East Garo Hills district is an administrative district in the state of Meghalaya in India.

==History==
The East Garo Hills district was formed in 1976, after the erstwhile Garo Hills district of Meghalaya was re-organised with a view to bring the administration closer to the people.

The district headquarters-complex of the district, christened as Williamnagar, after Captain Williamson A. Sangma, the founder Chief Minister of the State of Meghalaya. Williamnagar is located on the vast plainlands along the bank of the Simsang River, at Simsanggre. These plainlands are in a sense historical, as it was here that the Garos made their last major resistance to the British intrusion into Garo Hills during the year 1837. The legendary Garo leader Pa Togan Nengminja Sangma was felled by the British, in skirmish, at Chisobibra, quite close to Wiliamnagar, on 12 December 1837.

==Geography==
The district headquarters are located at Williamnagar. The district occupies an area of 2603 km^{2}.

==Divisions==
===Lok Sabha===
The district falls under the Tura (Lok Sabha constituency) which Purno Agitok Sangma had represented at the Lok Sabha, the Lower House of the Indian Parliament during 1975-2016. Purno Agitok Sangma had been a Union Minister and has the distinction of being the only unanimously elected Speaker of the Lok Sabha (during the 11th Lok Sabha). After his death, his son Conrad Sangma represented this constituency.
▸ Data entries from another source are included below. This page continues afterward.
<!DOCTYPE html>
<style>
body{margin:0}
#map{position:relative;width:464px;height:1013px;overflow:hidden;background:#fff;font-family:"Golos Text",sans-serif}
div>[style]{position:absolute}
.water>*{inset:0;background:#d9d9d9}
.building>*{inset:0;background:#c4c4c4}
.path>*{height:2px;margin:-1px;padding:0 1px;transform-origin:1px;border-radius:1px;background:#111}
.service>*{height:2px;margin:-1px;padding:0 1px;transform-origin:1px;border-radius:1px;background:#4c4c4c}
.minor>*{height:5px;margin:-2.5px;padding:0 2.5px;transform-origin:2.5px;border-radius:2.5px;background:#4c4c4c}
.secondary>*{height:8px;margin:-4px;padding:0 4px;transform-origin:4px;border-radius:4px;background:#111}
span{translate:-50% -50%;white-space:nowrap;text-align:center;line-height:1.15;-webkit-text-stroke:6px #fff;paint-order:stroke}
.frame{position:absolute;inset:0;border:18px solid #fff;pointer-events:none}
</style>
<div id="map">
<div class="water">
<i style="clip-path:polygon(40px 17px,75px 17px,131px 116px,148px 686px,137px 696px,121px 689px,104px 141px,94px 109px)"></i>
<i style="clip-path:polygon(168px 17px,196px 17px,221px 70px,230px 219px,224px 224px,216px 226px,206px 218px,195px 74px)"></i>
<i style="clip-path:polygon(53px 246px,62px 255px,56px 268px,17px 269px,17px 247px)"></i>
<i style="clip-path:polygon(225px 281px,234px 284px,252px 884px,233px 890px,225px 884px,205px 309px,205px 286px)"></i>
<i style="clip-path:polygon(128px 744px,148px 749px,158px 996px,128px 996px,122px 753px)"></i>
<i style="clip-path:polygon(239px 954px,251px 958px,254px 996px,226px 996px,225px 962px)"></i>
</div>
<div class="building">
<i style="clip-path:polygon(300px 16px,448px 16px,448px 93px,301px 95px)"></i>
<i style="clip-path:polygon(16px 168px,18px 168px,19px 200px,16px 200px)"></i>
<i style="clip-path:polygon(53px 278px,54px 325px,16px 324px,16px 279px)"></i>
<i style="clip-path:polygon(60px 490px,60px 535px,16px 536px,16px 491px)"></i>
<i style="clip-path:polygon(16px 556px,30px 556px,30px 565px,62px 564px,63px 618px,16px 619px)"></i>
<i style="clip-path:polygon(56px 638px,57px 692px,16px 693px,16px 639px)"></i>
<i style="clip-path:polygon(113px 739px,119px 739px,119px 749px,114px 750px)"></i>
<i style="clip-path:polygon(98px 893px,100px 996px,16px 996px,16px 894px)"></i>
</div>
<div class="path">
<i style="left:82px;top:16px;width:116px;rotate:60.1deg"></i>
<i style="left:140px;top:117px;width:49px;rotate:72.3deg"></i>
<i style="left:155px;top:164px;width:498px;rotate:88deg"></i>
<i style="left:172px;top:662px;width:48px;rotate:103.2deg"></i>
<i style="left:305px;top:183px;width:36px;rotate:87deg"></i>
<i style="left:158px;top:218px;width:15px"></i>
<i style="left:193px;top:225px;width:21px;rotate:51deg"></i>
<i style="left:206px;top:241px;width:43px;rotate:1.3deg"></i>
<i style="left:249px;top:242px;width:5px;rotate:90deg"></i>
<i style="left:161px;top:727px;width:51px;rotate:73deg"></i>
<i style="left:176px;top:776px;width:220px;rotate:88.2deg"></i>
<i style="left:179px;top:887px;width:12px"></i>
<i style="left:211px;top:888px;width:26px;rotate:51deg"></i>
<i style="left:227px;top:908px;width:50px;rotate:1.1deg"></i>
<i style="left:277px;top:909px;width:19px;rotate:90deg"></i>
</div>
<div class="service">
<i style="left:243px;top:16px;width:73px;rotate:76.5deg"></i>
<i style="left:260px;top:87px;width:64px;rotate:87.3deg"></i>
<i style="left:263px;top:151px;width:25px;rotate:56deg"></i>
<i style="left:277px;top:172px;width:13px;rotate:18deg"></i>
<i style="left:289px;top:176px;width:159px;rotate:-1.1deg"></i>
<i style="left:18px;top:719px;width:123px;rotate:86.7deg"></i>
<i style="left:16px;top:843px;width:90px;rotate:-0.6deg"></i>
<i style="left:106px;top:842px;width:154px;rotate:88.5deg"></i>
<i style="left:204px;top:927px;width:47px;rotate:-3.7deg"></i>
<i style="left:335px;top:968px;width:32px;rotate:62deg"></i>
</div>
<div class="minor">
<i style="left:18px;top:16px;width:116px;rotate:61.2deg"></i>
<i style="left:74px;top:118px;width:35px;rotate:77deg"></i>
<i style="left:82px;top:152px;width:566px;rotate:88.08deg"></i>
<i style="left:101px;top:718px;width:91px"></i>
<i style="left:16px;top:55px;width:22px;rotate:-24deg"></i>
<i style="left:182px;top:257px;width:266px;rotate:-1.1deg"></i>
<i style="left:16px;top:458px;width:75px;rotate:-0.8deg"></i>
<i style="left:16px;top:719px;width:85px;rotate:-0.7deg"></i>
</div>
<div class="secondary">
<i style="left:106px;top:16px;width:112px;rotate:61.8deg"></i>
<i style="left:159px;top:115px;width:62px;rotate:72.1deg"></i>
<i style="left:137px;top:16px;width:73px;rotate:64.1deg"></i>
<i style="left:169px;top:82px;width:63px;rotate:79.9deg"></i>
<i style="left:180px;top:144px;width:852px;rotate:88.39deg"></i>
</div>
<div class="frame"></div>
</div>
===Assembly Constituency===
There are 3 (three) Assembly Constituencies of the Meghalaya State Legislative Assembly within the East Garo Hills District of Meghalaya. The Assembly Constituencies are as follows:

- SONGSAK (ST)
- RONGJENG (ST)
- WILLIAMNAGAR (ST)

===Administrative divisions===
East Garo Hills division is divided into five blocks:

| Name | Headquarters | Population | Location |
| Dambo Rongjeng | Rongjeng |  |  |
| Kharkutta | Kharkutta |  |  |
| Resubelpara | Resubelpara |  |  |
| Samanda | Samanda |  |  |
| Songsak | Songsak |  |  |

==Demographics==
According to the 2011 census East Garo Hills district has a population of 317,917, roughly equal to the nation of The Bahamas. This gives it a ranking of 569th in India (out of a total of 640). The district has a population density of 122 PD/sqkm . Its population growth rate over the decade 2001-2011 was 26.75%. East Garo Hills has a sex ratio of 968 females for every 1000 males, and a literacy rate of 75.51%.

===Languages===
Garo is the most spoken language in the district, with 93.73% as of 2011. East Garo's languages include A'Tong, a Tibeto-Burman language spoken by 10,000 people in Bangladesh and India.

==Flora and fauna==
In 1986 East Garo Hills district, along with its sister districts South and West Garo Hills, became home to Nokrek National Park. The park has an area of 47 km2.